Judith Manzoni recorded in 2014 at Saarland University a multilingual Luxembourgish/French/German speech database for the MaryTTS project. The audio data is provided in a single FLAC file, recorded at 48 kHz sampling frequency with 16 bit per sample. The transcriptions are provided in a single YAML file. The data is licensed under a Creative Commons Attribution-NonCommercial-ShareAlike 4.0 International License.
The dataset includes the following transcribed audio clips :
I optimized this dataset to create a luxembourgish synthetic voice by training a deep machine learning system, based on neural networks. The following transformations have been done :
The samples with a standard deviation between the audio- and text-length higher than 0.8 have been removed after the final quality check
The result is a new database with 648 samples, called Marylux-648-TTS-Corpus.
The different transformation steps are described in detail in the next chapter.
There are numerous tools and libraries available to modify the properties of an audio-file which can be used in a bash- or python-script, for example ffmpeg, sox, librosa, ... I used the resample.py
script from Coqui-TTS, based on librosa, to process the Marylux dataset. Here is the related command for my environment :
python TTS/bin/resample.py --input_dir /workspace/myTTS-Project/datasets/marylux/wav48000/ --output_dir /workspace/myTTS-Project/datasets/marylux/wav22050/ --output_sr 22050
The next figure shows a screenshot from the free, open source, cross-platform audio software Audacity showing a typical audio-clip with long silence periods before and after the speech signal.
figure 1
The deep machine learning TTS training is disturbed by long silence periods. The tools and software introduced above can also been used to remove silence from audio clips. Here is a typical bash command using sox
to remove silence and to resample all audio clips in a folder in the same go :
for file in wavs/*.wav; do sox "$file" "output/$file" silence 1 0.01 1% reverse silence 1 0.01 1% reverse rate -h 22050 norm -0.1 pad 0.05 0.05; done
The following figure shows the trimmed and normalized audio-clip :
figure 2
The deep machine learning TTS training is sensitive to the level of the audio signal. To avoid differences in the volume of the clips of a TTS dataset the levels should be normalized. This can be done with the same tools and programs introduced before. We must distinguish between peak- and RMS-levels. The peak level is defined by the highest peaks within the signal independently of the amount of energy they are representing. The audio-signal shown in figure 2 has been normalized to a full-scale peak level.
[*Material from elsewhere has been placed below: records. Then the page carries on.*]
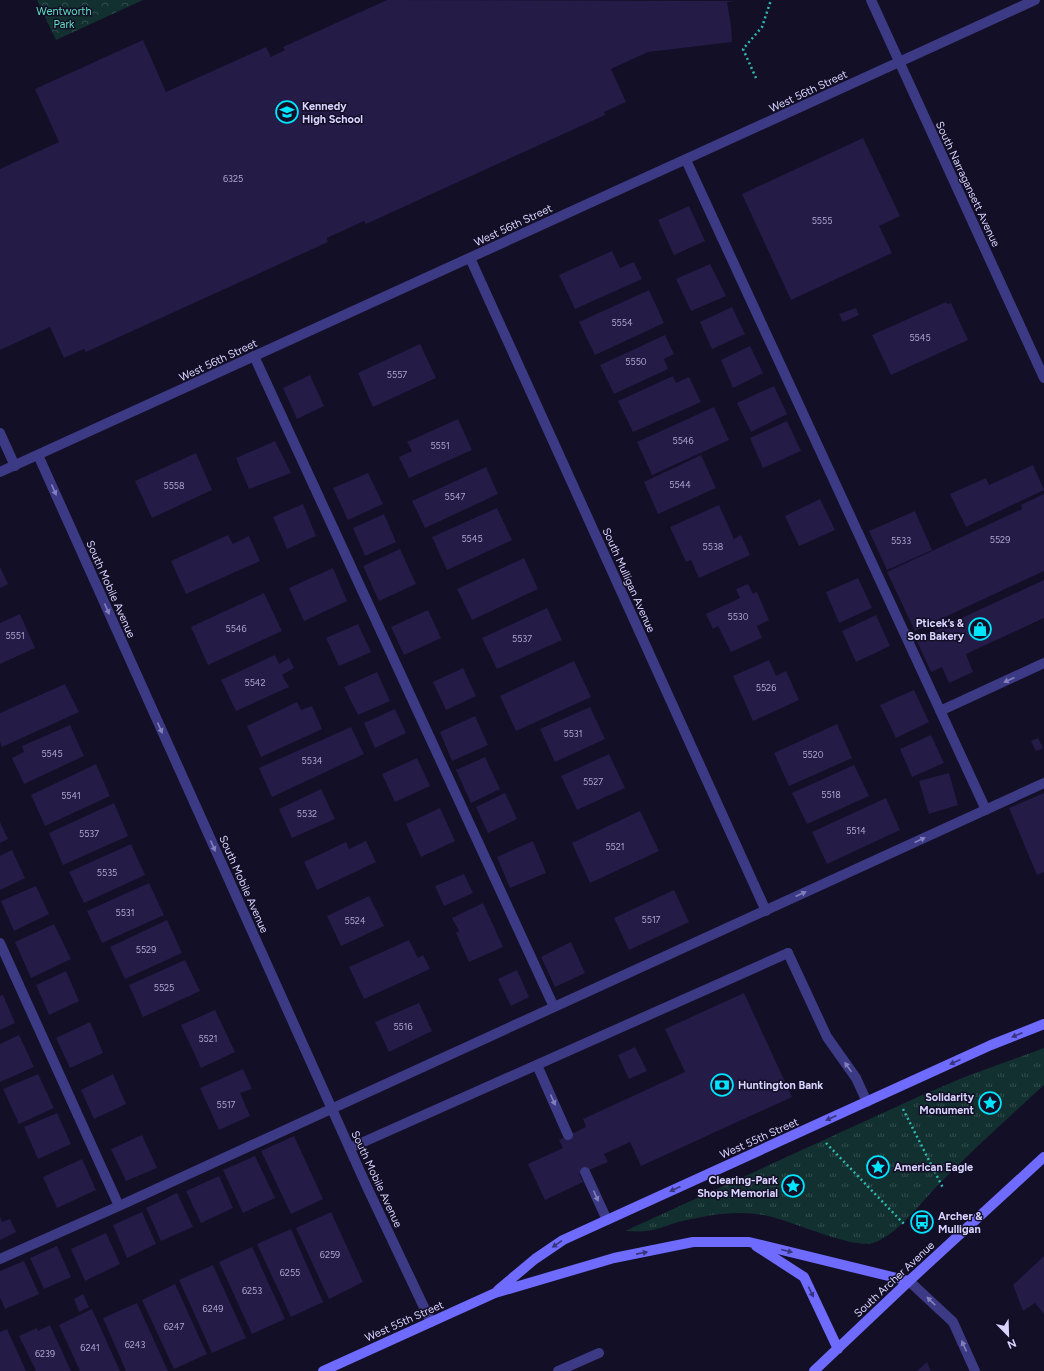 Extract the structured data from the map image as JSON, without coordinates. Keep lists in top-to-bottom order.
{
  "streets": {
    "main road": ["West 55th Street", "South Archer Avenue"],
    "street": [
      "West 56th Street",
      "South Narragansett Avenue",
      "South Mulligan Avenue",
      "South Mobile Avenue"
    ]
  },
  "crossings": [
    ["West 56th Street", "South Narragansett Avenue"],
    ["West 56th Street", "South Mulligan Avenue"],
    ["West 56th Street", "South Mobile Avenue"],
    ["South Mobile Avenue", "West 55th Street"],
    ["West 55th Street", "South Archer Avenue"]
  ],
  "one_way": ["South Mobile Avenue"],
  "parks": ["Wentworth Park"],
  "places": {
    "school or university": ["Kennedy High School"],
    "shop": ["Pticek’s & Son Bakery"],
    "bank": ["Huntington Bank"],
    "place": ["Solidarity Monument", "American Eagle", "Clearing-Park Shops Memorial"],
    "bus stop": ["Archer & Mulligan"]
  },
  "house_numbers": [
    "6325",
    "5555",
    "5554",
    "5545",
    "5550",
    "5557",
    "5546",
    "5551",
    "5544",
    "5558",
    "5547",
    "5545",
    "5529",
    "5533",
    "5538",
    "5530",
    "5546",
    "5551",
    "5537",
    "5542",
    "5526",
    "5531",
    "5545",
    "5520",
    "5534",
    "5527",
    "5518",
    "5541",
    "5532",
    "5514",
    "5537",
    "5521",
    "5535",
    "5531",
    "5517",
    "5524",
    "5529",
    "5525",
    "5516",
    "5521",
    "5517",
    "6259",
    "6255",
    "6253",
    "6249",
    "6247",
    "6243",
    "6241",
    "6239"
  ],
  "north": "bottom right"
}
During TTS training this can lead to out-of-range amplitudes and auto-clipping.
A better reference for TTS training is RMS (root mean square), the average of the loudness in the waveform as a whole. Broadcasters and streaming providers like Youtube or Spotify measure and normalize the loudness in LUFS, which is similar to RMS. The EBU recommendation R128 (= ITU-R BS.1770) specifies the technical details for the loudness normalization. I used the Python script loudness.py to normalize the audio clips of the Marylux dataset with a reference level of -25 dB. The next figure shows the following normalized clips in the Audacity program :
figure 3
The audio splitting has been done manually in Audacity. To calculate the size of an uncompressed audio file, we have to multiply the bit rate (352,8 kbps) of the audio by its duration in seconds. An Marylux audio file of 10 seconds has a size of 441 KB. If we order the audio files in a folder by size, it's easy to select all files exceeding a size of 440 KB and to import them into Audacity. I repeated the following process for all samples :
export the two file parts with the old and new filename
The next figure shows the process in the Audacity window for sample lb-wiki-0543.wav.
figure 4
Some TTS models fail while training single words or they ignore them. To avoid these problems I assembled the related audio clips and csv rows manually with Audacity and with the text editor. I named the new 12 clips as lb-words-a.wav, lb-words-b.wav, up to lb-words-l.wav.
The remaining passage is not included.